The New Caledonia Great Barrier Reef is a UNESCO World Heritage Site and the second largest barrier reef in the world. Amedee island is a special marine reserve of coral reef lagoon, Ilot aux Goelands is a tiny lagoon island surrounded by a large shallow reef flat.
The reef has great species diversity with a high level of endemism. Many groups have been under sampled and insufficiently studied, especially when considering hard bottoms of the intermediate coral reefs and external slopes of the barrier reef. This diversity includes oceanic and continental reefs forming islands, atolls, uplifted reefs, immerged reefs, fringing reefs, barrier reefs, patch reefs and shallow or deep lagoons, is home to endangered dugongs (Dugong dugon) and is an important nesting site for green sea turtle (Chelonia mydas). New Caledonia has a remarkable marine fauna due to the abundance of relic organisms from the Mesozoic, for example some sponges of the Lithistideae and the Tetractinellideae which are considered living fossils due to their closeness to Cretaceous species. The endemic mollusc Nautilus macromphalus is one of only four Nautilus species known in the world, the only living group of cephalopods with an external shell. This mollusc seems to be identical to its Paleozoic ancestor. Cephalodiscus graptolitoides, described in 1993, is also considered a living fossil member of the graptolites, previously thought to be extinct for over 300 million years.

Today's New Caledonian marine biodiversity has been counted to 9372 species, belonging to 3582 genera and 1107 families. Important groups that contribute include the molluscs (2151 species), fish (1695 species), the Foraminifera (585 species), the Brachyura (552 species) and the marine macrophytes (454 species).

New Caledonia's animal land diversity was similar to that of some oceanic islands, particularly New Zealand and as in these islands, the biodiversity was greater before being inhabited by humans. The island has no native mammals except for bats and no native amphibians. The vertebrates are dominated by reptiles and birds. Today the island has 21 endemic species of birds, including one endemic family, the Rhynochetidae, represented by one living species, the kagu. The island is also home to the unusual tool-using New Caledonian crow. The separation of the Gondwana islands before the mammalian expansion that allowed the radiation of flightless birds (moa, kiwi, sylviornis, cagous) and Mesozoic reptilian forms such as the tuatara of New Zealand.
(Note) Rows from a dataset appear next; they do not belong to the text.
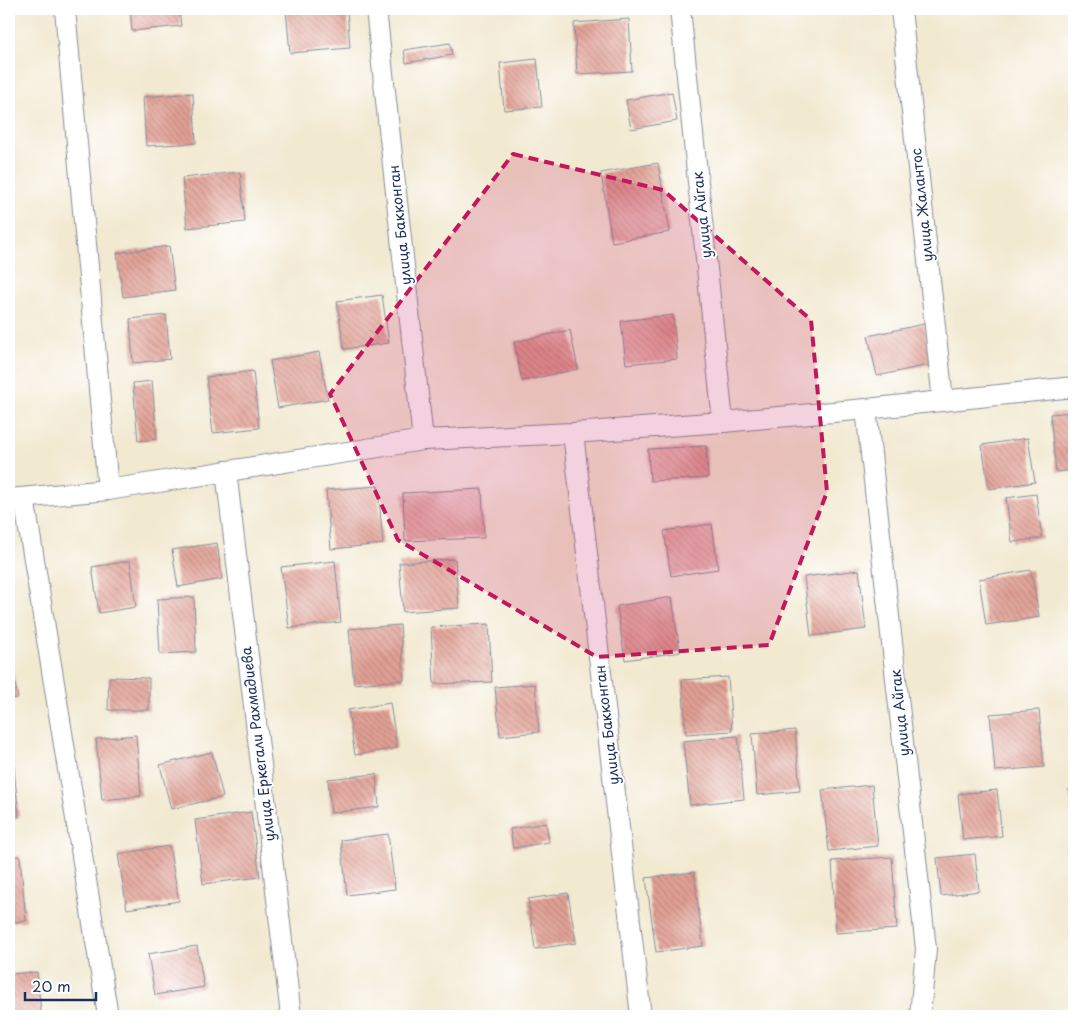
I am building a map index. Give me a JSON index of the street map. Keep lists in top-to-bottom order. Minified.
{"streets":{"street":["улица Жалантос","улица Айгак","улица Бакконган","улица Еркегали Рахмадиева"]},"scale_bar":"20 m"}
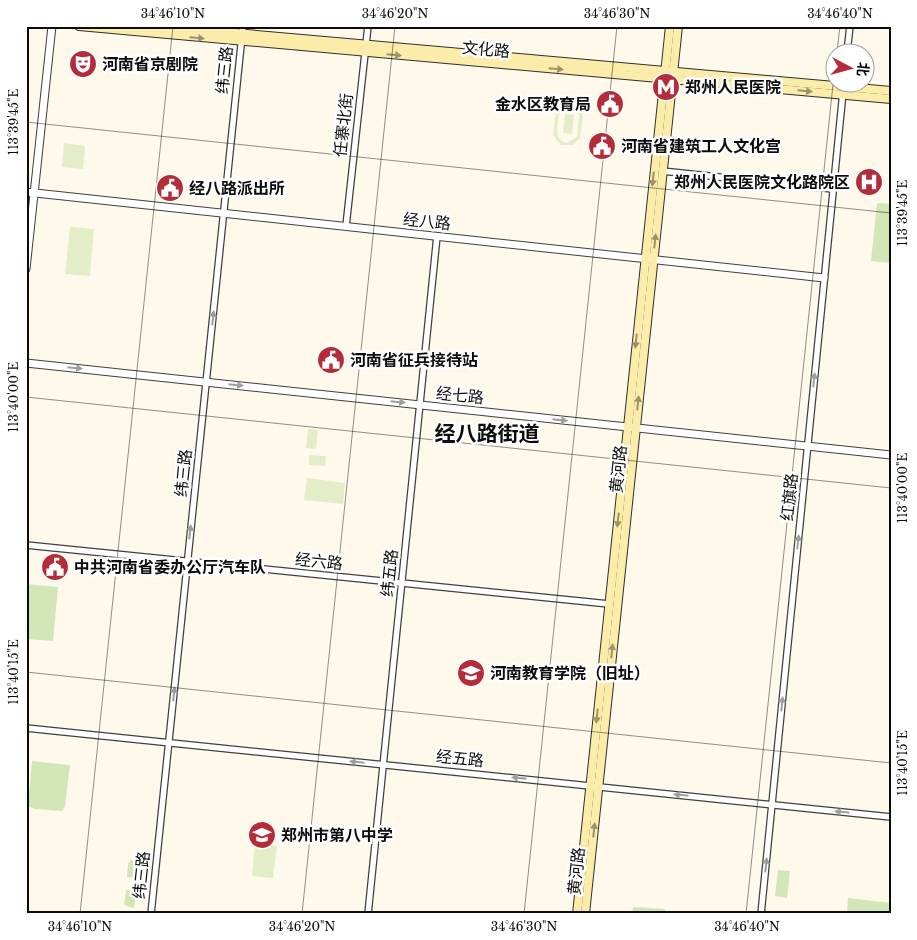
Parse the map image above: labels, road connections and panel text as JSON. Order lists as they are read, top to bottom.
{
  "streets": {
    "main road": ["文化路", "黄河路"],
    "street": [
      "纬三路",
      "任寨北街",
      "经八路",
      "经七路",
      "红旗路",
      "经六路",
      "纬五路",
      "经五路"
    ]
  },
  "crossings": [
    ["文化路", "纬三路"],
    ["文化路", "任寨北街"],
    ["文化路", "黄河路"],
    ["纬三路", "经八路"],
    ["纬三路", "经七路"],
    ["纬三路", "经六路"],
    ["纬三路", "经五路"],
    ["任寨北街", "经八路"],
    ["经八路", "黄河路"],
    ["经八路", "红旗路"],
    ["经八路", "纬五路"],
    ["经七路", "黄河路"],
    ["经七路", "红旗路"],
    ["经七路", "纬五路"],
    ["黄河路", "经六路"],
    ["黄河路", "经五路"],
    ["红旗路", "经五路"],
    ["经六路", "纬五路"],
    ["纬五路", "经五路"]
  ],
  "one_way": [
    "纬三路",
    "经七路",
    "红旗路",
    "经五路"
  ],
  "districts": ["经八路街道"],
  "places": {
    "theatre": ["河南省京剧院"],
    "metro station": ["郑州人民医院"],
    "public building": [
      "金水区教育局",
      "河南省建筑工人文化宫",
      "经八路派出所",
      "河南省征兵接待站",
      "中共河南省委办公厅汽车队"
    ],
    "hospital": ["郑州人民医院文化路院区"],
    "school or university": ["河南教育学院（旧址）", "郑州市第八中学"]
  },
  "north": "right",
  "coordinates": [
    "34°46'10\"N",
    "34°46'20\"N",
    "34°46'30\"N",
    "34°46'40\"N",
    "113°39'45\"E",
    "113°40'00\"E",
    "113°40'15\"E"
  ]
}
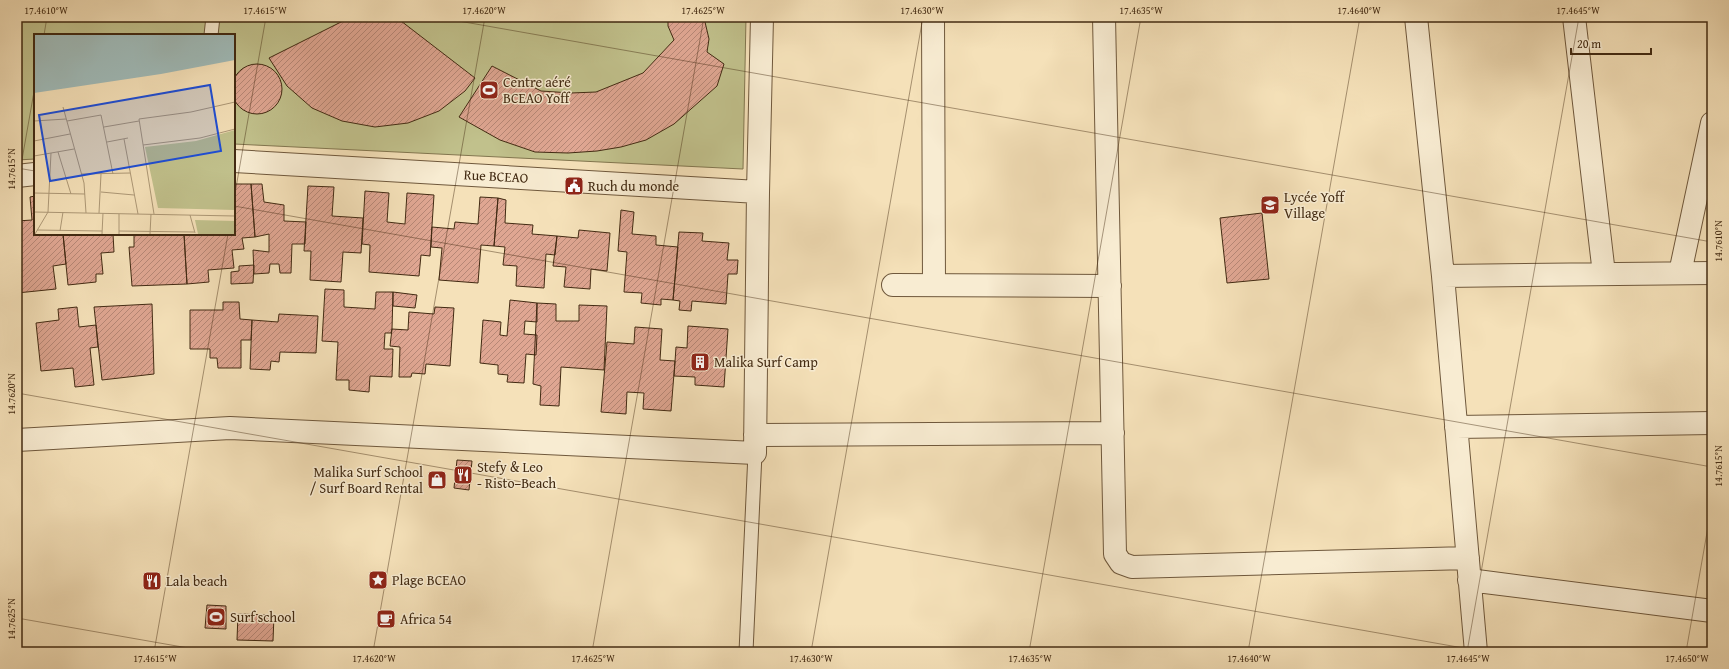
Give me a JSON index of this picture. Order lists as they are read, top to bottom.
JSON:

Endemic species comprise 62 of 69 total. No crocodiles or terrestrial turtles remain on the islands. Two species of snake are found in the Territory, one on Grand Terre and the other on the Loyalty Islands. It is the home to a large number of skinks and geckos.

The island Île des Pins is home to the crested gecko Correlophus ciliatus and the world's largest gecko Rhacodactylus leachianus.

The island of Grande Terre has the greatest variety of reptiles, including the giant gecko (Rhacodactylus leachianus) and the giant skink (Phoboscincus bocourti). The local sea snakes laticaudinae have venom ten times as potent as rattlesnake venom.

Before the arrival of Europeans, the only mammals in the island were six endemic bat species, including Rousettus, a large fruit bat that was eaten by locals.

The world's highest biodiversity of Volutomitridae is in waters off New Caledonia.

Tropical invertebrates make up the bulk of the endemic fauna. They include freshwater sponges, annelid worms, molluscs terrestrial and freshwater, arachnids, scorpions and mygalomorphs of this many vicariant to the mygales of Queensland. There are fourteen endemic species of decapod crustaceans in rivers and lakes.

Mites, Pauropoda, Isopoda and Collembola inhabit the island. The most studied insect orders are Diptera, Hymenoptera, Lepidoptera, Psocoptera, Odonata, Ephemeroptera, Trichoptera and Dermaptera. About 4,000 insect species are recorded, showing high endemism at the species and genus levels. Notable are the giant coconut grasshopper (Pseudophyllanax imperialis) and other endemic insects including an ant (Cerapachys cohici), a cicada Kanakia typica, a damselfly Caledopteryx maculata a longhorned beetle Buprestomorpha montrouzieri, a phasmid Gigantophasma bicolor and a leafcutting bee Eutricharaea australis. There are 521 species of Lepidoptera, with 197 endemic (38%), notably the butterfly Montrouzier's swallowtail (Papilio montrouzieri), Graphium gelon, Polyura gamma, Paratisiphone lyrnessa, Austroypthima petersi and a sphinx moth Compsulyx cochereaui.

===Birds===
There are twenty-two endemic species of terrestrial birds, three endemic genera and one family. The New Caledonian crow (Corvus moneduloides) is known for its intelligence. The laurel forest pigeon (Columba vitiensis hyponochroa), giant wood pigeon notou (Ducula goliath). Two genera are endemic: Drepanoptila (the green pigeon), and Eunymphicus, Ouvea parakeet. The New Caledonian parakeet known to be the basal species in the genus Cyanoramphus, which had its origins in New Caledonia from where it spread to many ocean Pacific islands.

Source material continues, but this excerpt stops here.